Over the next four years, Draconian civil and social policies were put in place. First it was privacy, or should I say the abolishment of it. Next was full-on censorship.  Twitter and Facebook no longer exist. In the name Homeland Security, anything you did or said was fair game for the government to act on. You thought SOPA or CISPA were bad … you ain’t seen nothing yet.

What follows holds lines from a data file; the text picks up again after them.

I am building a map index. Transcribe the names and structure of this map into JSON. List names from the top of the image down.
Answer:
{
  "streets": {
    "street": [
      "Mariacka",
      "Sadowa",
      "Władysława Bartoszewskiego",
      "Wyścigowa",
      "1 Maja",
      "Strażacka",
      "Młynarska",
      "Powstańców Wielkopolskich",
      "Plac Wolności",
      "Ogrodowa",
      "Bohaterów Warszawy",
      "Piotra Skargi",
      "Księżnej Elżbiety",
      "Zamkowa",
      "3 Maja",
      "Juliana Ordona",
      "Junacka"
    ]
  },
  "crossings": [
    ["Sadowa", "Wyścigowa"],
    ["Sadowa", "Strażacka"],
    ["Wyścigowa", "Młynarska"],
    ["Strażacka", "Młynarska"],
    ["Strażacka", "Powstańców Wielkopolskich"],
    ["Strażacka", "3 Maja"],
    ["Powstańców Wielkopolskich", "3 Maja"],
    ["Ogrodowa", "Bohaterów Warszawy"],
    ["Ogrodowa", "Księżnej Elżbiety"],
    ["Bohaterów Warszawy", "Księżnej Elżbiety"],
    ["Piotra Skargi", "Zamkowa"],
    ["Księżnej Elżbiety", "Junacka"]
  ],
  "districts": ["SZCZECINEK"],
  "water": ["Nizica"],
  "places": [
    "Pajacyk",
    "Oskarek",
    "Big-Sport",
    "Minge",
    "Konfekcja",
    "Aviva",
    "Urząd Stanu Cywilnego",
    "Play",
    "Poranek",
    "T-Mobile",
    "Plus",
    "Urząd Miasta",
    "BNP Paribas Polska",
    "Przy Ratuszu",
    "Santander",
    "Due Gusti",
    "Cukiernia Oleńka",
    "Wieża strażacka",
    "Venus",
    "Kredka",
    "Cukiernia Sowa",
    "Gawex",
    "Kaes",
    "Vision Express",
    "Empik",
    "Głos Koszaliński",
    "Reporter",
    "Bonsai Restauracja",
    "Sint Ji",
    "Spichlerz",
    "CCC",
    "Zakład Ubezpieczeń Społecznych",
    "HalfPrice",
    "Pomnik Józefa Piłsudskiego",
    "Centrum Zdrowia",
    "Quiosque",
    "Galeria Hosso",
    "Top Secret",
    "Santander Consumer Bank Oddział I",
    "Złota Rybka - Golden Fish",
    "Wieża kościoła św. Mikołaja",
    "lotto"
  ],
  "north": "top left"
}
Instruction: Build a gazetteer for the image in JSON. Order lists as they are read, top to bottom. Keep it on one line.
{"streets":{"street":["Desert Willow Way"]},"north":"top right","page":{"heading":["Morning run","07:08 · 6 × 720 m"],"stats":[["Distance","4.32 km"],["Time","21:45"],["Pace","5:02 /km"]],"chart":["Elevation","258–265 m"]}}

Even the smart phone manufacturers, Apple and the Android group were put under wrap. Starting in 2014, as a condition of their corporate existence, surveillance firmware was added to each phone manufactured. Fortunately a group of hackers and ex-Apple employees, my daughter Alex included, squirreled away a bunch of old iPhone 4s that still had the open architecture. These phones were smuggled to the “resistance,” as we so like to call ourselves. Most had their numbers altered, like mine – so we could operate in stealth. Getting caught plotting, or even vocalizing government discontent, didn’t work out well for you – especially with dramatic rise and influence of the “prison for hire” industry financed by Wells Fargo. Fortunately a group of American techno-nerds, along with Jack Dorsey (former founder of Twitter) moved to Sweden to assist in putting together an underground Twitter-like network. RISE was our social media outlet and the means to spread our message.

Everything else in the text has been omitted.